**Directions for this task**
Lines in the listing below containing the string "padding" are to be identified and copied.

**Provided information**
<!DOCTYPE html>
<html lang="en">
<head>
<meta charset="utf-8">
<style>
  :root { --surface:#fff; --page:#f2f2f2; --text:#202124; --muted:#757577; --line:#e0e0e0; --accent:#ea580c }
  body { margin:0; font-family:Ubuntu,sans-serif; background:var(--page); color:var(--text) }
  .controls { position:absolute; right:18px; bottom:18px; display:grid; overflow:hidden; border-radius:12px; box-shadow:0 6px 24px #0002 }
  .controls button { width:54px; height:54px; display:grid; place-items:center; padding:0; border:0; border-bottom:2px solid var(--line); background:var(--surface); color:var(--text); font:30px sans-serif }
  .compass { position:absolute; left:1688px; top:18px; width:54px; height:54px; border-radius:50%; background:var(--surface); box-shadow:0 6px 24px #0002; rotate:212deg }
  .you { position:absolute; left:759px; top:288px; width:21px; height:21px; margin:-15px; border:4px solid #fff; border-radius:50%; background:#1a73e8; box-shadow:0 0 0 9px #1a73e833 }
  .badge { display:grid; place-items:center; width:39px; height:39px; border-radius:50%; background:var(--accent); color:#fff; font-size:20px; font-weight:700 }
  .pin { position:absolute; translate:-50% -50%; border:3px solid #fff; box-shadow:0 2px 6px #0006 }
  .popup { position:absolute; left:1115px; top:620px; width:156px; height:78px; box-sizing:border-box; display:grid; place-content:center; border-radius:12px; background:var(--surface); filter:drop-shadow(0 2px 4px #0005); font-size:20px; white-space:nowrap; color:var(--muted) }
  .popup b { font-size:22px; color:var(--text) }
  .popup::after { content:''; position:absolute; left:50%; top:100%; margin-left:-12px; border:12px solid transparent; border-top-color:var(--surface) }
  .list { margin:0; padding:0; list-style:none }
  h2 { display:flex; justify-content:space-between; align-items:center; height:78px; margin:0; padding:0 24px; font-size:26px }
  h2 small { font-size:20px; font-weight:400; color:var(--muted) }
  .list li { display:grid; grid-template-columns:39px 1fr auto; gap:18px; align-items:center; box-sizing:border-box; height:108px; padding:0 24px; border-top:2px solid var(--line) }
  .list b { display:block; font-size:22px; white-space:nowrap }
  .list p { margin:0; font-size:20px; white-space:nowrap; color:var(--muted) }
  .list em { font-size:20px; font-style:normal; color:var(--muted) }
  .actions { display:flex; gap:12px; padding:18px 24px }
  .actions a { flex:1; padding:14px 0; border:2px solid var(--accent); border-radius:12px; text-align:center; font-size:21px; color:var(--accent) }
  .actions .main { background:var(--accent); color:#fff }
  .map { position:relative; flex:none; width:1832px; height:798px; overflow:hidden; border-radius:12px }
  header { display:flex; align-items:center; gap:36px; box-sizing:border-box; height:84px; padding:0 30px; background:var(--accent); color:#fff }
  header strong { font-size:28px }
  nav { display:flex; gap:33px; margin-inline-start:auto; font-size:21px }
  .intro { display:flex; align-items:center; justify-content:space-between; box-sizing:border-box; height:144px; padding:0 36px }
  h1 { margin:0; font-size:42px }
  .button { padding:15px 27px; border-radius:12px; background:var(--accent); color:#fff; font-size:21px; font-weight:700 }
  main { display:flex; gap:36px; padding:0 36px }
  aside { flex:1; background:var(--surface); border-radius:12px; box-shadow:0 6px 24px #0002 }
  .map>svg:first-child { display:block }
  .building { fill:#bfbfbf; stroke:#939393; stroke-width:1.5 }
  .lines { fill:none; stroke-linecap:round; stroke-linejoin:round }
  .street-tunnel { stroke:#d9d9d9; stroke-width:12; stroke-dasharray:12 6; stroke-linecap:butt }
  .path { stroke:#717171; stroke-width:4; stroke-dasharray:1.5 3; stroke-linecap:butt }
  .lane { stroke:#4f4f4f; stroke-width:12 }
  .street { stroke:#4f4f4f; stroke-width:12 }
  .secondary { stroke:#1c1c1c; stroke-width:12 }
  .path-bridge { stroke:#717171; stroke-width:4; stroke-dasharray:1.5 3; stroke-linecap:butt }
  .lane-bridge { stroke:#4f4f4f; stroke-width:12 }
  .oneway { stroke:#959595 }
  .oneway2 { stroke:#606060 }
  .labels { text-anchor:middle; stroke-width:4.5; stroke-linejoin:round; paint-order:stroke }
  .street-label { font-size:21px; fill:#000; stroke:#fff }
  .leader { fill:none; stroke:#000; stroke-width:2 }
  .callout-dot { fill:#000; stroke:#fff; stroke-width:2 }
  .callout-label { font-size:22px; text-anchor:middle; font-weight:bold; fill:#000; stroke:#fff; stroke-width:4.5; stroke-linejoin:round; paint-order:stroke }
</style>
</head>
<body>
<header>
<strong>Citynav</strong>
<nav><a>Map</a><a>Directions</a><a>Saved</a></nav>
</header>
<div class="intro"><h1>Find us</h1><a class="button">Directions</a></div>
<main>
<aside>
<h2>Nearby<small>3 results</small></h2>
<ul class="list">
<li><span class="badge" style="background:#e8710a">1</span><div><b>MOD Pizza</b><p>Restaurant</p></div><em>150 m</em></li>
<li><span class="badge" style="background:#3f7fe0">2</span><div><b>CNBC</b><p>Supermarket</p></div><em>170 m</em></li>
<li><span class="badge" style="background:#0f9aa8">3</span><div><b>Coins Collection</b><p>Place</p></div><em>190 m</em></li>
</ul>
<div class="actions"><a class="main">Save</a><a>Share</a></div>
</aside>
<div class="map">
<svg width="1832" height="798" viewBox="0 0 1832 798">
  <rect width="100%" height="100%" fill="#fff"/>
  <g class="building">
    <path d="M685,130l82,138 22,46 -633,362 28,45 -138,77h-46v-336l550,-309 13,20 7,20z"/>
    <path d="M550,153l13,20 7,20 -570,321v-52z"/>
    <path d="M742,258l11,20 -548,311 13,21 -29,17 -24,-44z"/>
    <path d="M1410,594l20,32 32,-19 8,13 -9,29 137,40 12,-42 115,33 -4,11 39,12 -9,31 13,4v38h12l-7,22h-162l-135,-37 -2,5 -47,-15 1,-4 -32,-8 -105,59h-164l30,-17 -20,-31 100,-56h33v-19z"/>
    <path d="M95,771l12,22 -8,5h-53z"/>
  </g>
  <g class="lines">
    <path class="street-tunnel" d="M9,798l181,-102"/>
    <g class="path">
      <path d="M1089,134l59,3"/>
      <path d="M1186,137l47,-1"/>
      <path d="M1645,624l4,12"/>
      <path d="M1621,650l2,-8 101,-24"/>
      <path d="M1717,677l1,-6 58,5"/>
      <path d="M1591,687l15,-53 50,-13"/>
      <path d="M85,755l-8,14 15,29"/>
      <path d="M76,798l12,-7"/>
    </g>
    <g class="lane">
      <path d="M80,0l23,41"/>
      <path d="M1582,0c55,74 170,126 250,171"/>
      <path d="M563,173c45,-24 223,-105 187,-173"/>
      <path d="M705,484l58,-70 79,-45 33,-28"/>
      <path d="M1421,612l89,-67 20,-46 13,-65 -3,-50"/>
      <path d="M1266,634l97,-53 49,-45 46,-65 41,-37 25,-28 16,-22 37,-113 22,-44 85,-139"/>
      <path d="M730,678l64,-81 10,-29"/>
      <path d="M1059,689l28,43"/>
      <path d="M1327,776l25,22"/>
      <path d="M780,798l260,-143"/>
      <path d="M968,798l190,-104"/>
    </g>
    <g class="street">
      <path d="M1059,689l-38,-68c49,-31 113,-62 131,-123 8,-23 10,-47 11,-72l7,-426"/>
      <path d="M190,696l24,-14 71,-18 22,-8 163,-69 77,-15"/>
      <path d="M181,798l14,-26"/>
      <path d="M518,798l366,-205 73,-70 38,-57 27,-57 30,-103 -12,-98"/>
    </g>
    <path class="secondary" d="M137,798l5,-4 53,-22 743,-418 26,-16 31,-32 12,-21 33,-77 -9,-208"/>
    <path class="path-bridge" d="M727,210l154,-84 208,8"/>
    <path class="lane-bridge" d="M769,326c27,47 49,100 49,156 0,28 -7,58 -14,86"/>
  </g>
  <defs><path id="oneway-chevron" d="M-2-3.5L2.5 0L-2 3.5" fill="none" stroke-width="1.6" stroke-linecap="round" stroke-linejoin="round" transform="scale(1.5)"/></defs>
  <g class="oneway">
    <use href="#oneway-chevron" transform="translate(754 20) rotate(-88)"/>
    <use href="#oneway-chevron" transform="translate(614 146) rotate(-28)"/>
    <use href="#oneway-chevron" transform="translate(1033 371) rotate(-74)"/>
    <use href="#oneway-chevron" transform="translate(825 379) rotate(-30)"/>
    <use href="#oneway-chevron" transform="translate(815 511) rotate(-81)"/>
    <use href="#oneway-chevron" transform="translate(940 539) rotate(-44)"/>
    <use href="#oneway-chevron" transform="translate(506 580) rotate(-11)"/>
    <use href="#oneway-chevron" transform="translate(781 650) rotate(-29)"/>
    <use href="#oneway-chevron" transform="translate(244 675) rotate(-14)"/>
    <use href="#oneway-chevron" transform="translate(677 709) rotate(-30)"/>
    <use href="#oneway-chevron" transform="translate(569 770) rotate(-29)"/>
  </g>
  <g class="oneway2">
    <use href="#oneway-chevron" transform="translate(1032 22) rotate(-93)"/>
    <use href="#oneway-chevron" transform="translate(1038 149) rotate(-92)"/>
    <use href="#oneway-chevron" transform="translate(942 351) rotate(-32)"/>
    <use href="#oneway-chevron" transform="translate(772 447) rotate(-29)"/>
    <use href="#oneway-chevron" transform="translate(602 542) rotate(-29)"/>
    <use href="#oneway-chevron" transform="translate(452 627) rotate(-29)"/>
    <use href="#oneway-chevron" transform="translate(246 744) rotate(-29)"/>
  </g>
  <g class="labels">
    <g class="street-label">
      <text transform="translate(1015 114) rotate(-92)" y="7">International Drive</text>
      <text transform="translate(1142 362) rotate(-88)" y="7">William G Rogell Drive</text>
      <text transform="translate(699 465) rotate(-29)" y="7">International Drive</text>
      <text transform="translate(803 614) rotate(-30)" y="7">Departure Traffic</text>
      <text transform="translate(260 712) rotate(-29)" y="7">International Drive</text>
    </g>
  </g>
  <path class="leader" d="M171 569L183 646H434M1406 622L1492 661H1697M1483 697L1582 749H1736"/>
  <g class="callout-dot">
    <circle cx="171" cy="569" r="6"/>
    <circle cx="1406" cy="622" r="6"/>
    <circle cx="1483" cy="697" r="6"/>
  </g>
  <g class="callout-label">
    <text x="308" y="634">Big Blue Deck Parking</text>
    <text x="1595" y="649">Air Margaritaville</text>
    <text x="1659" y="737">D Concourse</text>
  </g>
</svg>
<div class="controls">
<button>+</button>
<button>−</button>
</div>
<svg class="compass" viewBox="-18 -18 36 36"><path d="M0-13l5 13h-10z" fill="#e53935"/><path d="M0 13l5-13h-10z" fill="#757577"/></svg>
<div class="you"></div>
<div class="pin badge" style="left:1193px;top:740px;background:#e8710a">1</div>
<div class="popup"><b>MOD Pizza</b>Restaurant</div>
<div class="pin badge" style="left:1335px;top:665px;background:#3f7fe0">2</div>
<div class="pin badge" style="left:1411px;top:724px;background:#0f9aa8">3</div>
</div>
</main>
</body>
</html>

**Task answer**
  .controls button { width:54px; height:54px; display:grid; place-items:center; padding:0; border:0; border-bottom:2px solid var(--line); background:var(--surface); color:var(--text); font:30px sans-serif }
  .list { margin:0; padding:0; list-style:none }
  h2 { display:flex; justify-content:space-between; align-items:center; height:78px; margin:0; padding:0 24px; font-size:26px }
  .list li { display:grid; grid-template-columns:39px 1fr auto; gap:18px; align-items:center; box-sizing:border-box; height:108px; padding:0 24px; border-top:2px solid var(--line) }
  .actions { display:flex; gap:12px; padding:18px 24px }
  .actions a { flex:1; padding:14px 0; border:2px solid var(--accent); border-radius:12px; text-align:center; font-size:21px; color:var(--accent) }
  header { display:flex; align-items:center; gap:36px; box-sizing:border-box; height:84px; padding:0 30px; background:var(--accent); color:#fff }
  .intro { display:flex; align-items:center; justify-content:space-between; box-sizing:border-box; height:144px; padding:0 36px }
  .button { padding:15px 27px; border-radius:12px; background:var(--accent); color:#fff; font-size:21px; font-weight:700 }
  main { display:flex; gap:36px; padding:0 36px }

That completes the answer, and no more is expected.